Extension support and depth of extension library have traditionally been the big pain point with switching to a minority browser. Moving extension support into a browser independent standard removes a lot of the selective pressure toward a monoculture.
Well, the APIs that make sense for various browsers can be shared by those browsers. The APIs that are specific won't be.
For example, Chrome doesn't support sidebars. Opera does. So, Opera constructed a sidebar API. Then came along Mozilla, also wanted to have sidebar, and so they adopted Opera's sidebar API, allowing extension authors to easily support Firefox and Opera.
They can't support Chrome, but it's not like people didn't previously already write sidebar extensions when they could only support one browser at a time.
It would be really nice if you could blacklist websites from using extensions in Safari, e.g. banking websites.
There are lots of useful extensions out there that would be nice to use, but I'm concerned if they became compromised (which happens regularly[1]) they might hijack my data.
Safari has a great feature that stops extensions from being able to read or transmit anything from websites you visit, which is great, but limits the effectiveness of a lot of ad blockers.
The add-on ecosystem of Chrome currently dwarfs Firefoxes. Firefox extensions used to be more capable, but there's just more and certainly more NEW ones for Chrome.
(I'm sure this was an important consideration for Mozilla as well - it reduced the supposed value of their "more powerful" XUL extension system, as in practice you can often find a Chrome extension to do what you want, but not a Firefox one)
But it can't keep XUL compatibility and do major overhauls of the browser.
If XUL compatibility doesn't even get you a clear advantage in the add-ons area, should it block modernizing the browser?
Firefox can't be the browser that people use only because they're stuck on it because they have extensions that changes how the browser works. Think about that for a bit.

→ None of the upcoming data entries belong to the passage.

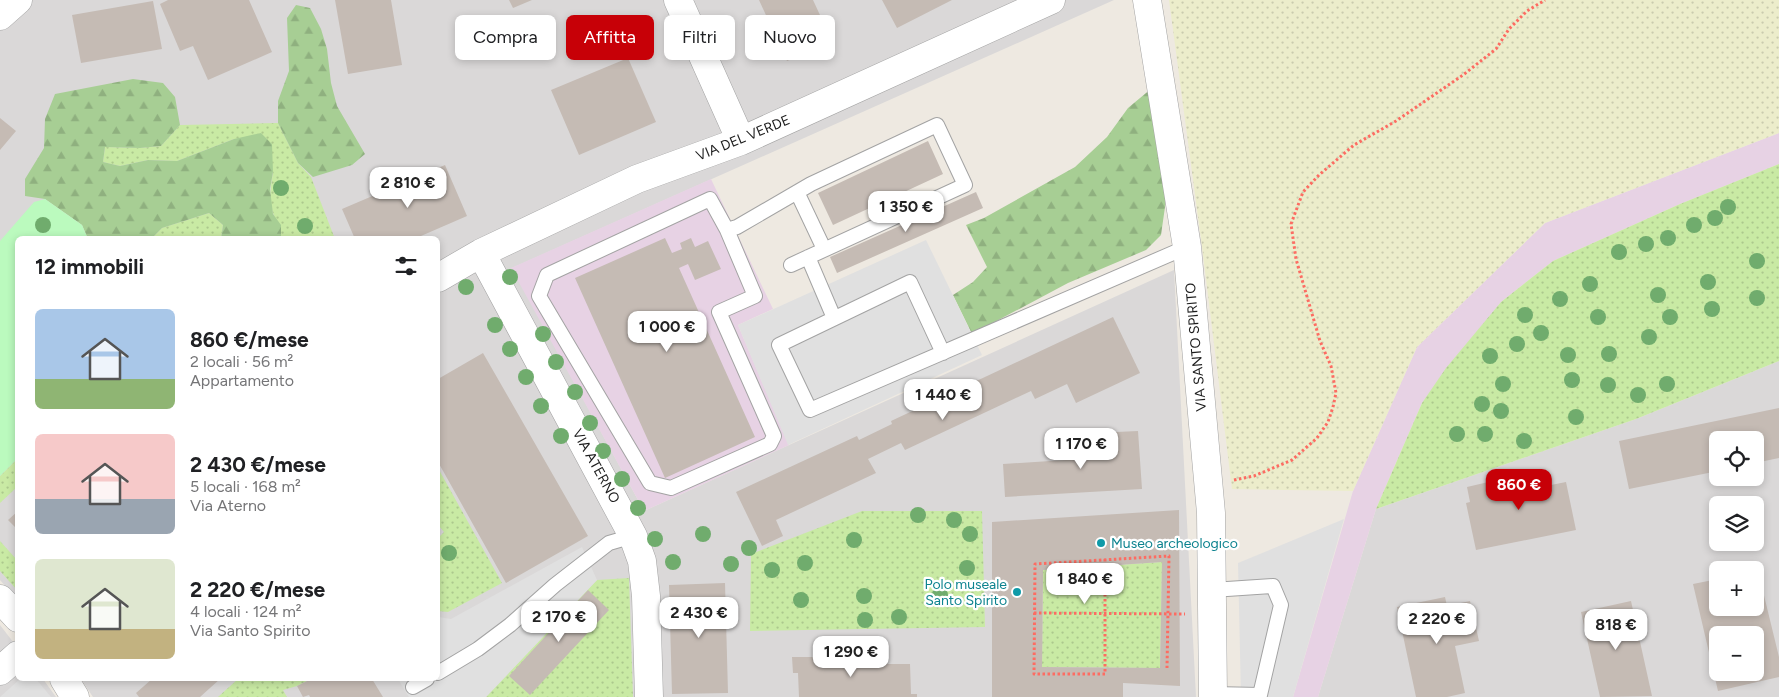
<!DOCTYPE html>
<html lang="it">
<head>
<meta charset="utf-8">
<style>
	:root { --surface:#fff; --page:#f6f6f6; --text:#202124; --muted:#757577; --accent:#c70007 }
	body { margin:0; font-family:Figtree,sans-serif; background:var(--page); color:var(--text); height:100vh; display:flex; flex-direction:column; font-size:19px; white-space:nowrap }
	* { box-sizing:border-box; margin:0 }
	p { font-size:16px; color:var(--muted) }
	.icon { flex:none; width:28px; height:28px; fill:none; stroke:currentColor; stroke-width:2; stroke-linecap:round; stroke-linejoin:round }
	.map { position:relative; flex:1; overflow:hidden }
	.details { position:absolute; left:15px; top:236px; width:425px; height:445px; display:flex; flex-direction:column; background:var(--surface); border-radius:8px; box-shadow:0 2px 8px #0003 }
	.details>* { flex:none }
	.hud { position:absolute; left:455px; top:15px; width:475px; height:45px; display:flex; gap:10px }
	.fabs { position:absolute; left:1709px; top:431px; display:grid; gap:10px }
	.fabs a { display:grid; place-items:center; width:55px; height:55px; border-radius:8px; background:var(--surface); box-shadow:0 2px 8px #0003; font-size:25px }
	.price { position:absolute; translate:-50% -42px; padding:0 11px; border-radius:10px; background:#fff; color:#222; font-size:16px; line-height:32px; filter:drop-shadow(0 1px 2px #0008) }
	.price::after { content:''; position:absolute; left:50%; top:30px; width:15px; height:11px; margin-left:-8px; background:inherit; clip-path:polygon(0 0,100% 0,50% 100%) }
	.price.active { background:var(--accent); color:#fff }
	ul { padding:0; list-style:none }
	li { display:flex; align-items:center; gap:15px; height:125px; padding:0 20px }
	li span { display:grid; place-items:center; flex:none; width:140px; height:100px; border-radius:8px; color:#555 }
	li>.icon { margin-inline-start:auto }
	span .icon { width:60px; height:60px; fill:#fffc; stroke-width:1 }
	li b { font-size:21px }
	h2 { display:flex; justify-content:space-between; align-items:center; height:60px; padding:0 20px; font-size:21px }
	.pill { padding:0 18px; border-radius:8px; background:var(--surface); box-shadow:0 2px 8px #0003; font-size:18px; line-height:45px }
	.pill.active { background:var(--accent); color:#fff }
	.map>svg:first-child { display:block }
	.residential { fill:#dad8d8; fill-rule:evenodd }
	.industrial { fill:#e7d2e4 }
	.farmland { fill:url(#farmland-dots) }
	.grass { fill:url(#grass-dots) }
	.forest { fill:url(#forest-firs) }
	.park { fill:#bbfabe }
	.parking { fill:#e0e0e0 }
	.building { fill:#c5bbb4; fill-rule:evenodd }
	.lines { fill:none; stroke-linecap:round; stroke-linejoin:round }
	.service-casing { stroke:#a3a3a3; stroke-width:16 }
	.minor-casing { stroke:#a3a3a3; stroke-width:29 }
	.tertiary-casing { stroke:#a3a3a3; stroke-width:29 }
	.path { stroke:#fd6c62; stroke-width:3; stroke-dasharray:2.5 2.5; stroke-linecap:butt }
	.service { stroke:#fff; stroke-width:14 }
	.minor { stroke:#fff; stroke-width:28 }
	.tertiary { stroke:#fff; stroke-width:28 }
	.tree { fill:#70ac6d }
	.culture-dot { fill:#0f9aa8; stroke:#fff; stroke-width:2 }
	.labels { text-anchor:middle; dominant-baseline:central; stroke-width:4.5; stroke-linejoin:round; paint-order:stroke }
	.street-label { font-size:14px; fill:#1c1c1c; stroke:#fff }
	.culture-label { font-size:14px; fill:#0d838f; stroke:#fff; text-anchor:start }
</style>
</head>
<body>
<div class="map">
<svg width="1779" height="697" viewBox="0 0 1779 697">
	<defs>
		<pattern id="farmland-dots" width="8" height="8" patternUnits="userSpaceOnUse" patternTransform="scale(1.25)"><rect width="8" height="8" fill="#ecedcb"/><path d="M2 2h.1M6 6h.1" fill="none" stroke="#cacbae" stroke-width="1.8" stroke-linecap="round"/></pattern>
		<pattern id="grass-dots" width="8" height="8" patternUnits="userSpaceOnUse" patternTransform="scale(1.25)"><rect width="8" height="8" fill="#c9eaa4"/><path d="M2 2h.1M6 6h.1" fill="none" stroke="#acc88d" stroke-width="1.8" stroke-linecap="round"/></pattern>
		<pattern id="forest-firs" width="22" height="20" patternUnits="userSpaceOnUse" patternTransform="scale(1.25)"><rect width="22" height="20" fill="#a7ce94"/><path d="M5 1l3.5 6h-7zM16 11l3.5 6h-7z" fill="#8fb07f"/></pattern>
	</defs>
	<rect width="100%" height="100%" fill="#eee9e1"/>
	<path class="residential" d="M0,0H1114L512,268L644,511L1174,270L1196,697H93L81,679H438V239H18L17,599L0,580Z
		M1779,361V697H1318L1376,509L1636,419ZM1718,440H1755V478H1718ZM1718,505H1755V542H1718ZM1718,570H1755V608H1718ZM1718,635H1755V672H1718Z
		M0,625L17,647L18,679H43L56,697H0Z"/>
	<path class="industrial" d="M1779,133V164L1680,204L1553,261L1501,302L1422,403L1376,509L1318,697H1293L1353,491L1417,347L1545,223Z
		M711,179L773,309L738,325L789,445L644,511L511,268Z"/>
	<path class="farmland" d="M1169,0H1779V133L1545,223L1417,347L1353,491L1232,489L1202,247Z"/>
	<path class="grass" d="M278,123L298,163L311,177L335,239H281C281,222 277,225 273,213C268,200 271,185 273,172L234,139L177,161L148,160L120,166L103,162L105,147L140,148L161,146L180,125Z
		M1779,164V361L1636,419L1376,509L1422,403L1446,368L1501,302L1553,261L1680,204Z
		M209,213L223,225L221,239H151L162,228Z
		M17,459V487L0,503V476Z
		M438,468L502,583L448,612L438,611V538L444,532L438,525Z
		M862,511H982L985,627L750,631L751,554Z
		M0,541L17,560V590L0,571Z
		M1162,562L1160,668L1042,667L1043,570Z
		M629,578L633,697H486L597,580Z
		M238,679H311L297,686L283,690L287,697H218Z"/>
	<path class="forest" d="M296,5L310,8L321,29L327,49L331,83L337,106L365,154L352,165L313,177L298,163L278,123V101L289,71L287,18Z
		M133,79L163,83L175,97L180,125L161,146L140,148L105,147L103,162L120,166L148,160L177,161L234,139L261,133L272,144L273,172L270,189L273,214L281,225V239H221L223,225L209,213L162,228L151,239H88L82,225L45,199L25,196V179L44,148L45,119L55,94Z
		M1152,88L1166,200L1161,235L1146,250L1068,283L972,334L953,295L973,282L987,267L966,225L984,218L1075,167L1107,137L1128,108Z"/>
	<path class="park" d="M45,199L82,225L88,239H18L17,459L0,476V241L34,202Z"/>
	<path class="parking" d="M926,240L982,355L788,445L738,325Z
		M1344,519L1293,697H1241L1238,563Z
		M582,547L597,580L486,697H409L398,679H438V617L451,619Z
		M20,679H36L51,697H0Z"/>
	<path class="building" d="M168,0H249L272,52L208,80L193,46L180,51L160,4Z
		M335,0H391L402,65L348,74Z
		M509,0H532L513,8Z
		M759,0H813L832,41L787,61Z
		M882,0H952L897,28Z
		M153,1L162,49L81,63L72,15Z
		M628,58L656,122L579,155L551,90Z
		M0,118L16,131L0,150Z
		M928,141L943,174L833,225L818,193Z
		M445,165L467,216L414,239H355L342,209Z
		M976,192L983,208L837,273L830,257Z
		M665,238L672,253L682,249L680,243L691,238L695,247L708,241L721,269L695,280L688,264L679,268L755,437L665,478L575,278Z
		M1113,317L1140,373L1076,403L1067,384L1035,399L1031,391L905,450L901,443L868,459L876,473L776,520L783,536L762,546L736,492L857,436L859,440L892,424L891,421Z
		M483,353L588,536L506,583L438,462V379Z
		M1779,408V458L1755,463V440H1718V471L1629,489L1619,441Z
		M1138,431L1142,489L1005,497L1003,464L1096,458L1095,433Z
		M1548,472L1551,485L1566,482L1576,530L1476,550L1466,503L1470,502L1467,487L1497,480L1500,495L1516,492L1513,480Z
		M1179,510L1180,686L1123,683V697H992V522ZM1162,562L1160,668L1042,667L1043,570Z
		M18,511V530L8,520Z
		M1718,579V608H1755V580L1760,579L1779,657V677L1718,691L1693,584ZM1718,635H1755V672H1718Z
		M725,583L728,693L672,694L669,585Z
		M588,590L609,610L530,695L509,676Z
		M1445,597L1447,606L1470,601L1479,641L1455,646L1465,693L1447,697H1416L1397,607Z
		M1631,601L1652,696L1600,697L1581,612Z
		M792,657H863V664H910L911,694H917V697H799L798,673H793Z
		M152,679H220L200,697H139L136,693Z
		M311,679H372L383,697H310L309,695L303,697L297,686Z"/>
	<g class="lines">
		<g class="service-casing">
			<path id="service" d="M797,192L824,249
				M710,199L727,230L755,296L719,312L774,436L770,444L671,488L650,483L539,296L547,275Z
				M727,230L737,227L811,184L937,125L965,185L791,265
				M808,257L834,318
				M943,353L910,282L779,345L810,410L1187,247
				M1212,590L1273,586L1281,605L1260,695L1213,694
				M438,673L478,649L510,625L555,585L609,543L633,536
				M413,687L427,679"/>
		</g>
		<g class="minor-casing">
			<path id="minor" d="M678,0L741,141
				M0,16L18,0
				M481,253L633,536L642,561L646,596L649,697
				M438,278L481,253L637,179L741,141L1051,0
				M0,671L18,655"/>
		</g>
		<g class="tertiary-casing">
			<path id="tertiary" d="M1147,0L1187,247L1211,513L1213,697
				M0,599L18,618
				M64,679L75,697"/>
		</g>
		<path class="path" d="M1234,480L1254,476L1292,460L1317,438L1328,422L1333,407L1336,393L1331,366L1320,341L1296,259L1291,224L1303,192L1319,175L1354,145L1396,121L1463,75L1496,49L1509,29L1527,11L1545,0
			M1105,559V674H1034L1035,564L1169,556L1167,668
			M1034,613L1185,614"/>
		<use href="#service" class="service"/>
		<use href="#minor" class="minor"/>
		<use href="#tertiary" class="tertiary"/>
	</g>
	<g class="tree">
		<circle cx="281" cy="188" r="8"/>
		<circle cx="1728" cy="207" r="8"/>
		<circle cx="1715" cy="218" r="8"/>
		<circle cx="43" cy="225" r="8"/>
		<circle cx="1694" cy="225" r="8"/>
		<circle cx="305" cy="226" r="8"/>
		<circle cx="1668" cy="238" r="8"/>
		<circle cx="1646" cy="244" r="8"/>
		<circle cx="1619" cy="252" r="8"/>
		<circle cx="1757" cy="261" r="8"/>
		<circle cx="510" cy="277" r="8"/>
		<circle cx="1708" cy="282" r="8"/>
		<circle cx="1590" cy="284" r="8"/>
		<circle cx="466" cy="287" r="8"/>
		<circle cx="1658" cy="295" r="8"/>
		<circle cx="1757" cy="298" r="8"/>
		<circle cx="1560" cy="299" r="8"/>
		<circle cx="1712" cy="309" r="8"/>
		<circle cx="1525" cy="315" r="8"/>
		<circle cx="1598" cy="317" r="8"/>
		<circle cx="1670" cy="317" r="8"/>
		<circle cx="495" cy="325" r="8"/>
		<circle cx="1541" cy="333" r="8"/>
		<circle cx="543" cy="334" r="8"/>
		<circle cx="1649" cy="337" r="8"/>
		<circle cx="1517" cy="344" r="8"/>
		<circle cx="510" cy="349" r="8"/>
		<circle cx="1609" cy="354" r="8"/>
		<circle cx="1568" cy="355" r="8"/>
		<circle cx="1490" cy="356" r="8"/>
		<circle cx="556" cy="362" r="8"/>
		<circle cx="526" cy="377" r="8"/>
		<circle cx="1572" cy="380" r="8"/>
		<circle cx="1503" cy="384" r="8"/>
		<circle cx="1667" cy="384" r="8"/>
		<circle cx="1608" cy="385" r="8"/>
		<circle cx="575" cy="392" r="8"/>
		<circle cx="1638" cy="395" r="8"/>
		<circle cx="1482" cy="404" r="8"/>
		<circle cx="541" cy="406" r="8"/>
		<circle cx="1501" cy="411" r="8"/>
		<circle cx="1576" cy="417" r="8"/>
		<circle cx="590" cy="423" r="8"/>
		<circle cx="1457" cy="434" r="8"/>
		<circle cx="1485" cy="434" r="8"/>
		<circle cx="561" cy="436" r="8"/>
		<circle cx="1524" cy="441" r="8"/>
		<circle cx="603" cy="451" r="8"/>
		<circle cx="622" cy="479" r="8"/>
		<circle cx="638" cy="508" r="8"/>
		<circle cx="918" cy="515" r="8"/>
		<circle cx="954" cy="520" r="8"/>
		<circle cx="703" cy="534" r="8"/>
		<circle cx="970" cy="534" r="8"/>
		<circle cx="655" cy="539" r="8"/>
		<circle cx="854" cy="540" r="8"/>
		<circle cx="749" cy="548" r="8"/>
		<circle cx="449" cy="553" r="8"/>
		<circle cx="673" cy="562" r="8"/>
		<circle cx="805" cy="563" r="8"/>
		<circle cx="731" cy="564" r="8"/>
		<circle cx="967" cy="568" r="8"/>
		<circle cx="772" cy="570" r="8"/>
		<circle cx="940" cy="595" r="8"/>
		<circle cx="864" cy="596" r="8"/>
		<circle cx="801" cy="600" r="8"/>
		<circle cx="899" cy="617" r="8"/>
		<circle cx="865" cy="620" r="8"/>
	</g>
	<g class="culture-dot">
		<circle cx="1101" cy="543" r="5"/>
		<circle cx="1017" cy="592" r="5"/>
	</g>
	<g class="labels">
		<g class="street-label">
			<text transform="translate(743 138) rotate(-22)">VIA DEL VERDE</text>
			<text transform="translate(1196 347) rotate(-95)">VIA SANTO SPIRITO</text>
			<text transform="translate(596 466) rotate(61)">VIA ATERNO</text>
		</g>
		<g class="culture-label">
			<text x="1111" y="543">Museo archeologico</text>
			<text x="1007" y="584" text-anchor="end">Polo museale<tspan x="1007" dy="16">Santo Spirito</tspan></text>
		</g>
	</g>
</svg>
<div class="fabs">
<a><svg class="icon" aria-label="locate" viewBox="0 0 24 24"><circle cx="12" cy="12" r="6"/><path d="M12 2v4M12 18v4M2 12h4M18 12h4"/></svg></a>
<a><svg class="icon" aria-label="layers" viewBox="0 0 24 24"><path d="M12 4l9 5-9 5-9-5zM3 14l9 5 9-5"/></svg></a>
<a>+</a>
<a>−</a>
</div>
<b class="price" style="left:408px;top:209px">2 810 €</b>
<b class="price" style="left:906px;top:233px">1 350 €</b>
<b class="price" style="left:667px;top:353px">1 000 €</b>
<b class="price" style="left:943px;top:421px">1 440 €</b>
<b class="price" style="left:1081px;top:470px">1 170 €</b>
<b class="price active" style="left:1519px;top:511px">860 €</b>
<b class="price" style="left:1085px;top:605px">1 840 €</b>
<b class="price" style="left:699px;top:639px">2 430 €</b>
<b class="price" style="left:559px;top:643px">2 170 €</b>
<b class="price" style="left:1437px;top:645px">2 220 €</b>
<b class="price" style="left:1616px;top:651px">818 €</b>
<b class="price" style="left:851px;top:678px">1 290 €</b>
<div class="hud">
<a class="pill">Compra</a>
<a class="pill active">Affitta</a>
<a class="pill">Filtri</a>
<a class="pill">Nuovo</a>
</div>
<section class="details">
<h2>12 immobili<svg class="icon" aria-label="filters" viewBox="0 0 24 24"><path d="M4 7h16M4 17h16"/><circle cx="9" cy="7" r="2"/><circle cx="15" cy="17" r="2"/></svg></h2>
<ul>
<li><span style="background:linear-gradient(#a9c7e8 70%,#8fb573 0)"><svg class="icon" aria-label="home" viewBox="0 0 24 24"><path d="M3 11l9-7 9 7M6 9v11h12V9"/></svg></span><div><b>860 €/mese</b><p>2 locali · 56 m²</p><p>Appartamento</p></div></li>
<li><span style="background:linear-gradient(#f6c9c9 65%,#9aa5b1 0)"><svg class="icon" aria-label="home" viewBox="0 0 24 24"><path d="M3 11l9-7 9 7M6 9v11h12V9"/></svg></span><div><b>2 430 €/mese</b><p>5 locali · 168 m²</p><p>Via Aterno</p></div></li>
<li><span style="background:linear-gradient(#dfe7d0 70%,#c2b280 0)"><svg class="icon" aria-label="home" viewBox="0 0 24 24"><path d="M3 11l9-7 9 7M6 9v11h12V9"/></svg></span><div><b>2 220 €/mese</b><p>4 locali · 124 m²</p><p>Via Santo Spirito</p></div></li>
</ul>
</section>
</div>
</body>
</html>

WebExtensions are already supported by Firefox and Edge. Today.
Hard to believe, but extensions are standardizing without any real standardization body, just kind of... on their own. This is just a formalization of that.
Not sure what you mean by this, but this (like most modern web standards, and I'm not even sure of the modern part) is just documenting what the implementations are already doing.
Mozilla and Microsoft are specifically re-implementing the Chrome Extensions API, and documenting it.
This is great for security and all, but browser extensions were borne out of the idea that you wanted your browser to do things that the browser vendor didn't want, or didn't even conceive of.
Having it be a standard adds security but strictly limits extensions to things the browser vendors explicitly did conceive of, and stamped their approval on -- sometimes literally, if you're going through a curated store. Is that a net win? I'm not sure.